Striking rail workers vilified by establishment

Taken from Challenge Magazine:

This week begins one of the largest strikes of railway workers since 1989, as 50,000 RMT members and associated workers walk out on three separate days over disputes on pay freezes, non-compulsory redundancies, and in a separate dispute over pensions and job losses from the London Underground workers.

The facts on why these strikes should happen is plainly obvious, and ever murkier times ahead with a government failing to grasp the immensity of the cost of living crisis, puts them beyond necessity.

As to be expected, these drastic actions taken by the RMT have been vilified by the usual suspects. Conservative (and non-conservative) politicians, the media and ‘political commentators’ have repeated the same rhetoric against the union and its plan of action. Such individuals play dumb to not only the toil of being a low-paid railworker, but to the actual organisational structure of the rail system. One of these tactics of oversimplification has been the quotation of how much a train driver typically makes, who are in fact not the members of the workforce who are striking, and if so are doing it in solidarity with their fellow rail workers.

One of the wonderfully hypocritical critiques of the RMT strikes came from Times cartoonist Peter Brookes. Brookes depicts this scene of the rail worker(s) depriving other “key” workers of getting to their workplaces. Delightfully, this illustrates not only the greater value we should hold on the workers in all our transport services, but rather the simple socialist principle of the united struggle of the working-class.

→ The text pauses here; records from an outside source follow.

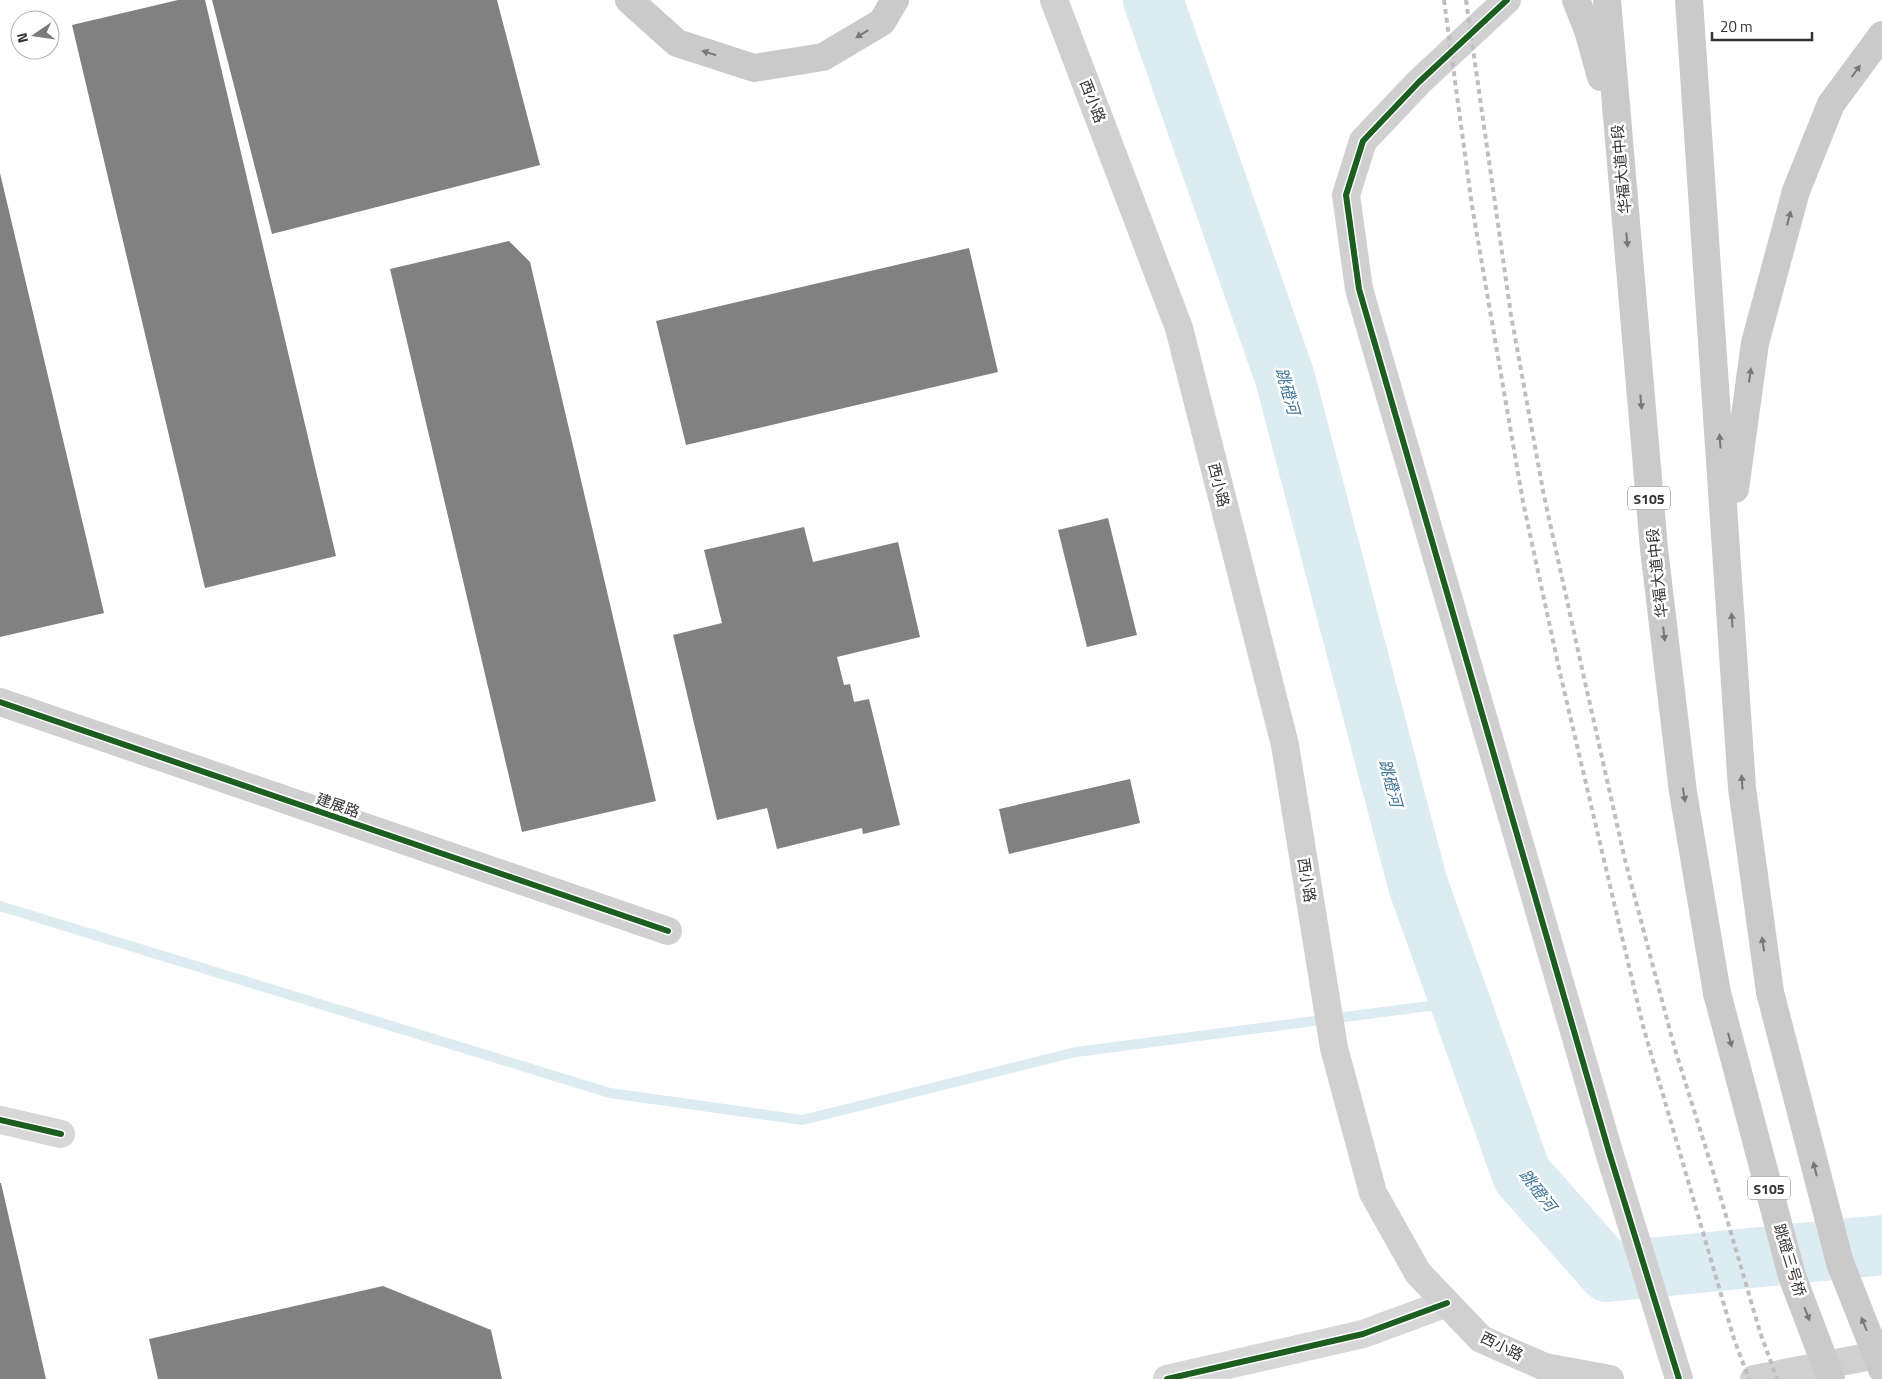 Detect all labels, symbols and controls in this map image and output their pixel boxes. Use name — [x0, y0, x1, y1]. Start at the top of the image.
north arrow — [10, 10, 60, 60]
scale bar — [1712, 10, 1812, 42]
text: 20 m — [1720, 15, 1753, 38]
one-way arrow — [855, 29, 868, 38]
text: N — [11, 31, 33, 45]
one-way arrow — [701, 49, 716, 57]
one-way arrow — [1850, 65, 1861, 78]
street label: 西小路 — [1074, 76, 1112, 126]
street label: 华福大道中段 — [1606, 123, 1636, 215]
one-way arrow — [1785, 210, 1793, 225]
one-way arrow — [1623, 233, 1631, 249]
water label: 跳磴河 — [1270, 365, 1307, 420]
one-way arrow — [1747, 367, 1755, 383]
one-way arrow — [1637, 395, 1645, 411]
one-way arrow — [1715, 432, 1723, 448]
street label: 西小路 — [1202, 460, 1236, 510]
road number: S105 — [1628, 486, 1670, 509]
street label: 华福大道中段 — [1641, 527, 1673, 619]
one-way arrow — [1727, 612, 1735, 628]
one-way arrow — [1660, 626, 1668, 642]
water label: 跳磴河 — [1373, 757, 1410, 812]
one-way arrow — [1738, 774, 1746, 790]
street label: 建展路 — [313, 787, 363, 823]
one-way arrow — [1680, 787, 1688, 803]
street label: 西小路 — [1292, 856, 1322, 904]
one-way arrow — [1759, 935, 1767, 951]
one-way arrow — [1726, 1033, 1734, 1048]
one-way arrow — [1811, 1162, 1819, 1177]
water label: 跳磴河 — [1514, 1164, 1564, 1219]
road number: S105 — [1748, 1176, 1790, 1200]
street label: 跳磴三号桥 — [1768, 1221, 1812, 1299]
one-way arrow — [1804, 1307, 1811, 1322]
one-way arrow — [1860, 1316, 1868, 1331]
street label: 西小路 — [1477, 1326, 1527, 1366]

This strike comes just after the TUC’s We Demand Better in London, Saturday 18, which saw the labour movement and other progressive organisations march in favour of higher wages for workers. Union activity is more necessary than ever after the pandemic and into the cost of living crisis.

One of the turns of phrase that was frequently used over the course of the pandemic by the government and the media was ‘key worker’. This term did have significant proper connotations during the pandemic when it came to the attendance of school children in schools in person. But often in context, it was a wider term used to describe any worker continuing to work in person throughout the spread of the virus in an often congratulatory context.

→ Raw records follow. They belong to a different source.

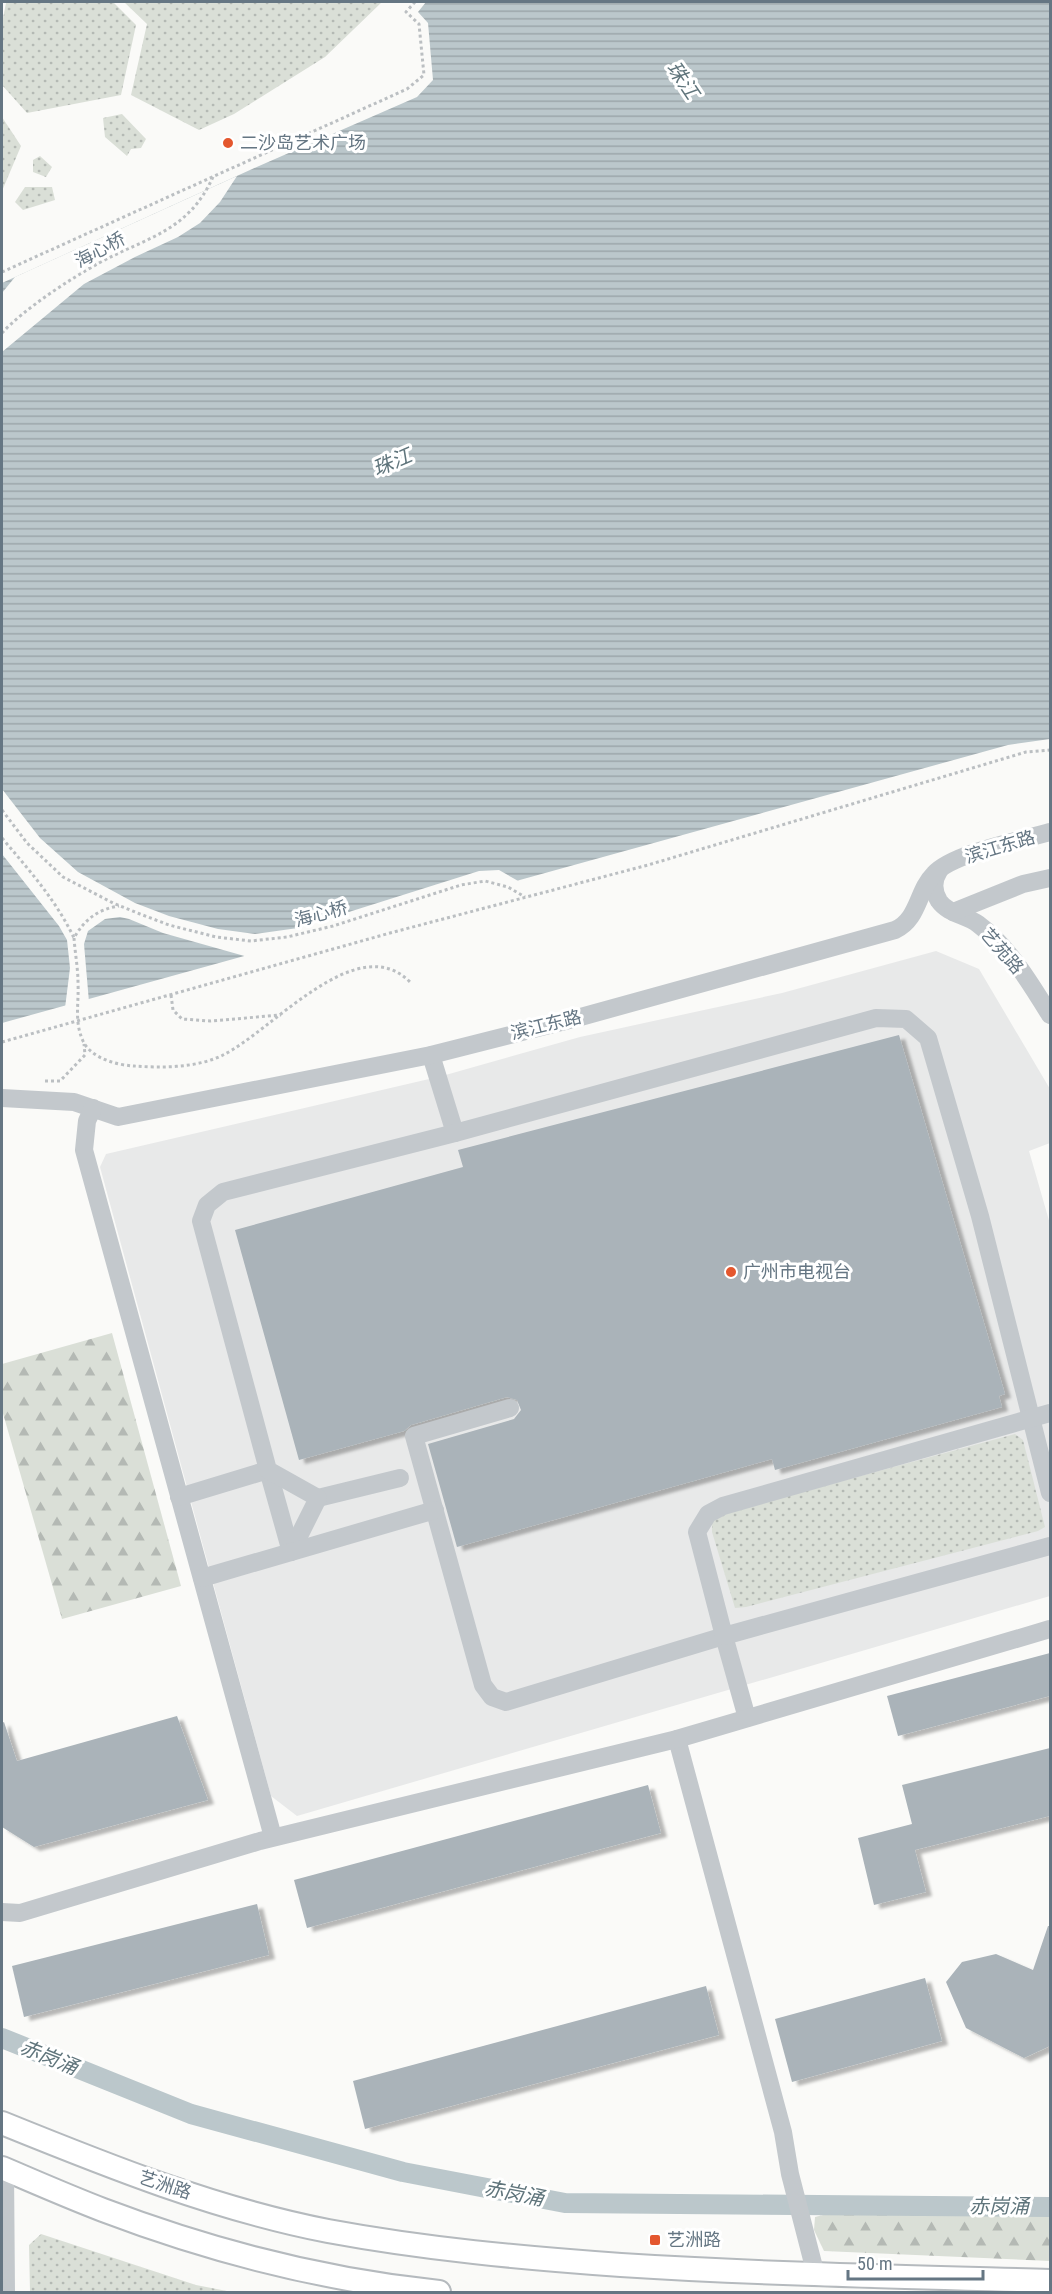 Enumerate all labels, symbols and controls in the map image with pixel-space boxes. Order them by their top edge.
water label: 珠江 [662,57,705,105]
place label: 二沙岛艺术广场 [240,132,366,153]
marker: 二沙岛艺术广场 [221,136,235,150]
street label: 海心桥 [71,228,129,272]
water label: 珠江 [369,442,417,481]
street label: 滨江东路 [962,826,1037,867]
street label: 海心桥 [292,896,350,931]
street label: 艺苑路 [977,923,1028,978]
street label: 滨江东路 [508,1006,583,1043]
place label: 广州市电视台 [743,1261,851,1282]
marker: 广州市电视台 [724,1265,738,1279]
water label: 赤岗涌 [17,2035,83,2080]
street label: 艺洲路 [136,2166,194,2203]
water label: 赤岗涌 [482,2175,548,2211]
water label: 赤岗涌 [969,2194,1031,2218]
place label: 艺洲路 [667,2229,721,2250]
marker: 艺洲路 [648,2233,662,2247]
scale bar [848,2243,983,2281]
text: 50 m [857,2253,892,2274]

This expression isn’t wrong, in fact far more correct than given credit. Both public and private-sector workers helped at least keep the foundation of our society together, saving lives even in the face of what is a great and continuing catastrophe.

It’s obvious that the workers who suffered and were toiled the most through the pandemic were indeed NHS and any medical workers. We can remember the pleasant but seemingly pointless clapping outside our doors on the occasional day for the health service. Seemingly, the ‘thanks’ that was often also extended to other public sector key workers, including rail workers, now seems even more vapid and pointless.

So how is this the case? How after all that was lost and are still losing over the course of the pandemic do we only slightly value our health workers, and seemingly why do we not value other important sectors such as transport workers?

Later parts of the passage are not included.